Sentinel Connector not setting indicator expiry date

[nzjoshellis]

Description

The sentinel connector can be utilized to ingest IOCs into Microsoft Sentinel & Microsoft Defender for Endpoint via the Graph API. The expiry date of the indicators is specified in the connector configuration (eg. expire after 30 days) however this is not being set on the indicators when they are created.

Environment

1. OS (where OpenCTI server runs): Ubuntu 22.04
2. OpenCTI version: 6.0.10
3. OpenCTI client: frontend
4. Other environment details: Sentinel Connector version 6.0.10 (also tested 5.12.32)

Reproducible Steps

Steps to create the smallest reproducible scenario:

1. Set up the Sentinel Connector using "TARGET_PRODUCT=Microsoft Defender ATP" & EXPIRE_TIME=30
2. Create a new indicator with an expiry more than 1 day in the future. This should then be pushed through to Microsoft Defender ATP
3. In the Defender for Endpoint Portal, review the indicator and note the expiry date is set 24 hours from when it was created

Expected Output

Ideally the expected expiry should be synced through which was set on the indicator. The sentinel connector configuration sets an age on it which is configurable (set to 30 days).

Actual Output

The age is set to 24 hours after the IoC was created.
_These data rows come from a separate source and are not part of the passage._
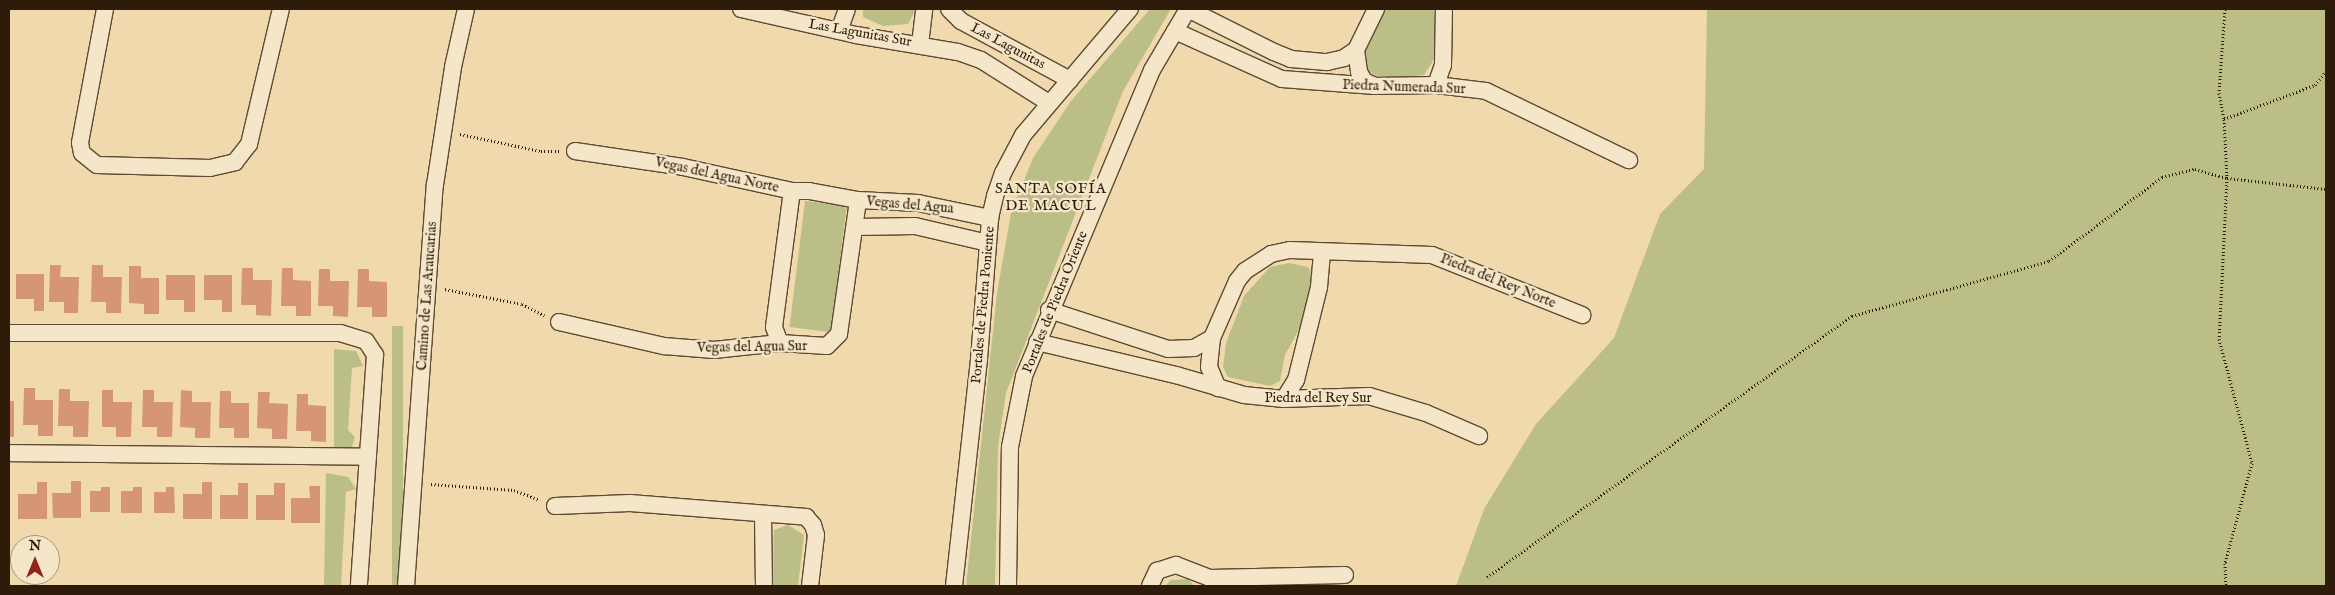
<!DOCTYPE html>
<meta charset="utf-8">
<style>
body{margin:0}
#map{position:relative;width:2335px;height:595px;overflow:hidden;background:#f0d9ac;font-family:"IM FELL English",serif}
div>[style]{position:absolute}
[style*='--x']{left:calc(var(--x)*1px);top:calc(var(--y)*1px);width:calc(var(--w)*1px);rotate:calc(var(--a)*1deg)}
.green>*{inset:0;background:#bcbe87;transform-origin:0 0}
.building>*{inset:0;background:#d69577;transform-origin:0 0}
.path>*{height:3px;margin-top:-1.5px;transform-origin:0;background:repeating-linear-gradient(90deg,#2e1b09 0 1px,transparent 0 3.5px)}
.roads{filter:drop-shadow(1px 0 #5e4a32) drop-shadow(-1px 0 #5e4a32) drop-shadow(0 1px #5e4a32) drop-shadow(0 -1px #5e4a32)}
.street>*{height:16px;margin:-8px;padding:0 8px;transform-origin:8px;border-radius:8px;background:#f5e6c9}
span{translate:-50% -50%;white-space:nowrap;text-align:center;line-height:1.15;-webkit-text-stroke:4.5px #f5e6c9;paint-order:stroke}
.street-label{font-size:14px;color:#2e1b09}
.neighbourhood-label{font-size:15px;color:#2e1b09;letter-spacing:1px}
.frame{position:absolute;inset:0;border:10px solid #2e1b09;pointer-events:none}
.north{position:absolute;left:10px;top:535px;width:50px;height:50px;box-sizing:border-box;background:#f5e6c9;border:1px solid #a5957c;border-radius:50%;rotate:0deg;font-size:14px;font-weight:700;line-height:20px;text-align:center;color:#2e1b09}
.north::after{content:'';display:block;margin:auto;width:18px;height:22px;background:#8f2418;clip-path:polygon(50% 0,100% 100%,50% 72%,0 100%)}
</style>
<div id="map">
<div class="green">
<div style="clip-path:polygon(863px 9px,916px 9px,908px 24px,883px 26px,863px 17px)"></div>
<div style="clip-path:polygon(1150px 9px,1171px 9px,1123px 91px,1006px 393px,998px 447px,995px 586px,966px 586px,997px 293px,1011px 213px,1033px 158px,1071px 101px)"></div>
<div style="clip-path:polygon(1386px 9px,1436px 9px,1436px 56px,1424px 75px,1384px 79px,1367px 71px,1364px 54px)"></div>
<div style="clip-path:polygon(1707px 9px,2326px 9px,2326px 586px,1456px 586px,1484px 509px,1536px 424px,1614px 338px,1660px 214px,1704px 169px)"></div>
<div style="left:805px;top:201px;width:42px;height:127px;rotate:7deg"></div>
<div style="clip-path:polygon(1289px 263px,1308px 267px,1311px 272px,1310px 295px,1304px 320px,1285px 355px,1280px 381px,1270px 386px,1228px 377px,1223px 367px,1226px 343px,1244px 296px,1270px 267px)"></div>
<div style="left:392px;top:326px;width:11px;height:261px"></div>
<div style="clip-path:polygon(334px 349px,356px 351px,363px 366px,352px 368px,348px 430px,355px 437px,352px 447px,334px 449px)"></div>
<div style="clip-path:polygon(326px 473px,348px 477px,356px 489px,346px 492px,341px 586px,324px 586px)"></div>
<div style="clip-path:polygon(788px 525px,804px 535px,798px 586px,773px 586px,774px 530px)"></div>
<div style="clip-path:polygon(1189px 579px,1194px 586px,1165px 586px,1171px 580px)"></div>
</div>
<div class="building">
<div style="clip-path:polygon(50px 265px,61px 265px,60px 277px,79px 277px,78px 313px,64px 313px,64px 302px,49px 302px)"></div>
<div style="clip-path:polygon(92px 265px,103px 265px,103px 277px,122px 277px,121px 313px,106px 313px,106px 302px,91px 302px)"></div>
<div style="clip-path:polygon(129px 266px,141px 266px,141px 278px,159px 278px,159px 314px,144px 314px,144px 304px,129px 303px)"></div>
<div style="clip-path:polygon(242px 268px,253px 268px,253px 280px,272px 280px,271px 316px,256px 315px,256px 305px,241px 305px)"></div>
<div style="clip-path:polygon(282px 268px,293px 268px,293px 280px,311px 281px,311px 316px,296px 316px,296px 306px,281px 306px)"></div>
<div style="clip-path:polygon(319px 269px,330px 269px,330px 281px,349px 281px,348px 317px,333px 316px,333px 306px,318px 306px)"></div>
<div style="clip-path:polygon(358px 269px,369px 269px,369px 281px,387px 282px,387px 317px,372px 317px,372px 307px,357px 307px)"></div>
<div style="clip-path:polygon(16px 274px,44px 274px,44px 311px,34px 311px,34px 299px,16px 299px)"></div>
<div style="clip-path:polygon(166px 275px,195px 275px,195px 312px,184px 312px,184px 300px,166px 300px)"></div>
<div style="clip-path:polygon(204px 275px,232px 275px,232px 312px,222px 312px,222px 300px,204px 300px)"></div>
<div style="clip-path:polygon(24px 388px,35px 388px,35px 400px,53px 400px,53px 436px,38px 436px,38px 425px,23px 425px)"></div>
<div style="clip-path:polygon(59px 389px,70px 389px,70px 401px,89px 401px,88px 437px,73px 437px,73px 426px,58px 426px)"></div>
<div style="clip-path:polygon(102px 390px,113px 390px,113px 402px,132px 402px,131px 437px,116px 437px,116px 427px,102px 427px)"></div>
<div style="clip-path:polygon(143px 390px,154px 390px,154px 402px,173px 402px,172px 437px,157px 437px,157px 427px,142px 427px)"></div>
<div style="clip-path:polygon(181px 390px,192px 391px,192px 402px,211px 402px,210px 438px,195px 438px,195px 428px,180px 427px)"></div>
<div style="clip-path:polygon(220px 391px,231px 391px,231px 403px,249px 403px,249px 438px,234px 438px,234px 428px,219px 428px)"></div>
<div style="clip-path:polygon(258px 392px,270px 392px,269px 403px,288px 404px,287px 439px,272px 439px,272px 429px,257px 428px)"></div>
<div style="clip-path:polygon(297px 394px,308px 394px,308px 405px,326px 406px,326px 442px,311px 441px,311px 431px,296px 431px)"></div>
<div style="left:9px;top:401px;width:5px;height:36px"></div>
<div style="clip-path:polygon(71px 481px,81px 481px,81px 518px,53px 518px,52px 493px,71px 493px)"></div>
<div style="clip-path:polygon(37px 482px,47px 482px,47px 519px,18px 519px,18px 494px,37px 494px)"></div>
<div style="clip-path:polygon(202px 482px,212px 482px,212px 519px,183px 519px,183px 494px,202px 494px)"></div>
<div style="clip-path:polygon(238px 483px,248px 483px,248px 519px,220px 519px,220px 495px,238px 495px)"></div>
<div style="clip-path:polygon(274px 483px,285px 483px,285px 520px,256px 520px,256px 495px,274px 495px)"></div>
<div style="clip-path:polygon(309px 486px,320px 486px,320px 523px,291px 523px,291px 498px,310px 498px)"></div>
<div style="clip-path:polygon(101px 487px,110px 487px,110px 512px,90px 512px,90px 491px,101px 491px)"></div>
<div style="clip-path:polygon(133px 487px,142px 487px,142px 513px,121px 513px,121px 491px,133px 491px)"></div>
<div style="clip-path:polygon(166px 487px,174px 487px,175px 513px,154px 513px,154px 492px,166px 492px)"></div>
</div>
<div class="path">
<div style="--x:2225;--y:9;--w:84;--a:94.1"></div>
<div style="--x:2219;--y:93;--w:26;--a:79"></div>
<div style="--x:2224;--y:119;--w:59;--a:87.1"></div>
<div style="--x:2227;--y:178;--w:161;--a:92.8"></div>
<div style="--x:2219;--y:339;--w:128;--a:75.1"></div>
<div style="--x:2252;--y:463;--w:104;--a:105.1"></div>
<div style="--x:2225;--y:563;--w:23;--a:88"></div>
<div style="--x:2224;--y:119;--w:97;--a:-20.5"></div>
<div style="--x:2315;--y:85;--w:18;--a:-52"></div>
<div style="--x:460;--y:134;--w:83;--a:11.9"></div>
<div style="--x:541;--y:151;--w:18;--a:0"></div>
<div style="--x:445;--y:289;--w:78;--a:11"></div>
<div style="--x:522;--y:304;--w:25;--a:27"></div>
<div style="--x:431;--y:484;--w:83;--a:4.1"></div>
<div style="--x:514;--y:490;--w:28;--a:21"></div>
<div style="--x:1487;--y:577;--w:449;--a:-35.6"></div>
<div style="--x:1852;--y:316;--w:205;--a:-15.6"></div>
<div style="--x:2049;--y:261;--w:141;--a:-36.6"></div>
<div style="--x:2162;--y:177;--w:34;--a:-14"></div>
<div style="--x:2195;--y:169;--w:33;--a:16"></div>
<div style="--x:2227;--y:178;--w:100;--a:6.3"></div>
</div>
<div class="roads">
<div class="street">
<div style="--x:105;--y:9;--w:136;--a:100.6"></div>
<div style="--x:80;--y:143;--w:10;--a:79"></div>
<div style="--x:82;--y:153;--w:19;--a:39"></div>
<div style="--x:97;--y:165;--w:113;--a:1.5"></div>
<div style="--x:210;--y:168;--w:26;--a:-13"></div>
<div style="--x:235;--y:162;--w:23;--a:-52"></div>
<div style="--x:249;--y:144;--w:139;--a:-76.7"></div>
<div style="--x:741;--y:9;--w:118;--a:12.7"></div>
<div style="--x:856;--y:35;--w:103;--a:9.5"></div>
<div style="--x:958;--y:52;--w:24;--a:19"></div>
<div style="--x:981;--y:60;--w:80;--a:32.3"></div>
<div style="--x:949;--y:9;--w:17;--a:45"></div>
<div style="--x:961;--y:21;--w:124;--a:28.4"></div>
<div style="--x:1188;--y:9;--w:96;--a:26.6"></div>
<div style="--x:1274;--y:52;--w:18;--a:22"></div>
<div style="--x:1291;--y:59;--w:36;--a:5"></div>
<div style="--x:1327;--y:62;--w:17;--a:-13"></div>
<div style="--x:1344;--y:58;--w:14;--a:-34"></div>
<div style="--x:1356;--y:50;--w:46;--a:-64"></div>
<div style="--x:839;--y:31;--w:23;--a:-70"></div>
<div style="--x:1175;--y:31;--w:117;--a:24.2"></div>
<div style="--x:1282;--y:79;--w:93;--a:4.3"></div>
<div style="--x:1375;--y:86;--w:61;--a:-0.9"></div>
<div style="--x:1436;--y:85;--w:50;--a:6.8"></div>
<div style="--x:1486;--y:91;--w:159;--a:25.8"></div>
<div style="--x:920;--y:44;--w:35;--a:-83"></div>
<div style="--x:1356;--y:50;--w:22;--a:82"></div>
<div style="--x:1359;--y:72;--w:10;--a:61"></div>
<div style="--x:1364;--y:81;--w:12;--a:24"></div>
<div style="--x:1436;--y:85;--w:21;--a:-71"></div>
<div style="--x:1443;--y:65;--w:56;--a:-89"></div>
<div style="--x:575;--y:151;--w:109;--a:8.4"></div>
<div style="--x:683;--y:167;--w:112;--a:12.4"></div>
<div style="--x:792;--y:191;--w:17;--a:0"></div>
<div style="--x:809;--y:191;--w:50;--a:10.4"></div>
<div style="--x:858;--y:200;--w:60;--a:2.9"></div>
<div style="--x:918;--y:203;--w:74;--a:11.8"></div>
<div style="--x:856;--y:227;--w:59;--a:-1"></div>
<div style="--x:915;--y:226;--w:75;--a:13.1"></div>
<div style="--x:1049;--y:310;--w:125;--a:18.1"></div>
<div style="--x:1168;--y:349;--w:26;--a:-2"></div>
<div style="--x:1194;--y:348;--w:21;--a:-29"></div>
<div style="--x:1212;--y:338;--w:62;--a:-66.3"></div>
<div style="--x:1237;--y:281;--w:13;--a:-51"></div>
<div style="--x:1245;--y:271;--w:31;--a:-33"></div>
<div style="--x:1271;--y:254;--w:19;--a:-12"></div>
<div style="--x:1290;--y:250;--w:142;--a:2"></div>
<div style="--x:1432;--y:255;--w:162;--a:21.8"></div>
<div style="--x:559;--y:322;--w:108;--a:12.9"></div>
<div style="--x:664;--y:346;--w:50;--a:4.6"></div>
<div style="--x:714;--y:350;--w:66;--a:-6.1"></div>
<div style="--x:780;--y:343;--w:47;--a:3.7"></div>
<div style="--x:827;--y:346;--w:17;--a:-45"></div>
<div style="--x:839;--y:334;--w:135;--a:-81.9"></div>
<div style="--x:9;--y:333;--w:331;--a:0"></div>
<div style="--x:340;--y:333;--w:27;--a:17"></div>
<div style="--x:366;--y:341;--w:17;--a:57"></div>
<div style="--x:375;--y:355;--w:232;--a:94"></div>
<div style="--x:1212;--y:338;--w:29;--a:96"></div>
<div style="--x:1209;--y:367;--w:23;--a:67"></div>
<div style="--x:1037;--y:342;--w:143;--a:13.4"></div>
<div style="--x:1176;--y:375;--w:71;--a:16.4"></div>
<div style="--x:1244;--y:395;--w:40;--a:5.7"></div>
<div style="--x:1284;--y:399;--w:85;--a:-2"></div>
<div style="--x:1369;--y:396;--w:59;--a:16.6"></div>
<div style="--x:1426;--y:413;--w:58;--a:23.5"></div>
<div style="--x:780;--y:343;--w:17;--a:-111"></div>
<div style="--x:774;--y:327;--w:137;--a:-82.5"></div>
<div style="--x:1284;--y:399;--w:22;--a:-58"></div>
<div style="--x:1296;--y:380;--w:96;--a:-76.1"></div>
<div style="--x:1319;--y:287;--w:35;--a:-85"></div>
<div style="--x:9;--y:453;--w:359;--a:0.6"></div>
<div style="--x:555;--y:506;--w:75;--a:-2.3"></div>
<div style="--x:630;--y:503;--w:177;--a:4.5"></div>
<div style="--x:806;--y:517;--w:11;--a:49"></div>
<div style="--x:813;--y:525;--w:10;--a:73"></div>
<div style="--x:816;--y:535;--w:51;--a:96.7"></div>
<div style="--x:763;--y:516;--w:70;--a:89.2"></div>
<div style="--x:406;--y:586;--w:402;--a:-85.9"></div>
<div style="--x:435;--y:185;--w:119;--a:-81.3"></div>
<div style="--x:453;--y:67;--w:59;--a:-77.4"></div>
<div style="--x:954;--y:586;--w:228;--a:-83.7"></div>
<div style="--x:979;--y:359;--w:141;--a:-85.5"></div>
<div style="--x:990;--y:218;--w:23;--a:-77"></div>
<div style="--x:995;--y:196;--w:24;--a:-71"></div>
<div style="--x:1003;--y:173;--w:43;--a:-62.2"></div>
<div style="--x:1023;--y:135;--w:165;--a:-49.7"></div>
<div style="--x:1008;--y:586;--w:139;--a:-89.2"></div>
<div style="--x:1010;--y:447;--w:72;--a:-78.8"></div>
<div style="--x:1024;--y:376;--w:332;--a:-67.3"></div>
<div style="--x:1152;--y:70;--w:71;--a:-59.5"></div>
<div style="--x:1150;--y:586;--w:17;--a:-65"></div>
<div style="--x:1157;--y:571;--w:20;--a:-18"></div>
<div style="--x:1176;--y:565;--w:36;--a:21"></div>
<div style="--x:1210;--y:578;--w:135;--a:-1.3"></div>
</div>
</div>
<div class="street-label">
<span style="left:860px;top:33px;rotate:10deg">Las Lagunitas Sur</span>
<span style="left:1008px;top:46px;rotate:28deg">Las Lagunitas</span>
<span style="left:1404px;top:87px;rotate:2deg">Piedra Numerada Sur</span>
<span style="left:717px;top:175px;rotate:12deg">Vegas del Agua Norte</span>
<span style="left:910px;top:205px;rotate:5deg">Vegas del Agua</span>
<span style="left:1498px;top:281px;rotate:22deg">Piedra del Rey Norte</span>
<span style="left:427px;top:296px;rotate:-86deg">Camino de Las Araucarias</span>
<span style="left:1055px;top:302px;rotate:-68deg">Portales de Piedra Oriente</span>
<span style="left:983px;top:305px;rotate:-85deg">Portales de Piedra Poniente</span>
<span style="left:752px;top:347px;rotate:-1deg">Vegas del Agua Sur</span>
<span style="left:1318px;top:398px">Piedra del Rey Sur</span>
</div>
<div class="neighbourhood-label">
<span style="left:1051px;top:197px">SANTA SOFÍA<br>DE MACUL</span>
</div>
<div class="frame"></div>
<div class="north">N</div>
</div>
This is the default configuration when no expiry is set I believe.

Additional information

In the script which runs (https://github.com/OpenCTI-Platform/connectors/blob/master/stream/sentinel/src/sentinel.py) - line 255 is responsible for setting this date, I believe it should be "expirationDateTime" and not "expiration_datetime".

When other indicator types are created (email & File) they use the correct property name (line 277 & 304).

More information on this API is here: https://learn.microsoft.com/en-us/graph/api/tiindicators-post?view=graph-rest-beta&tabs=http#request

[nino-filigran]

@Megafredo & @helene-nguyen could you have a look when you have time please?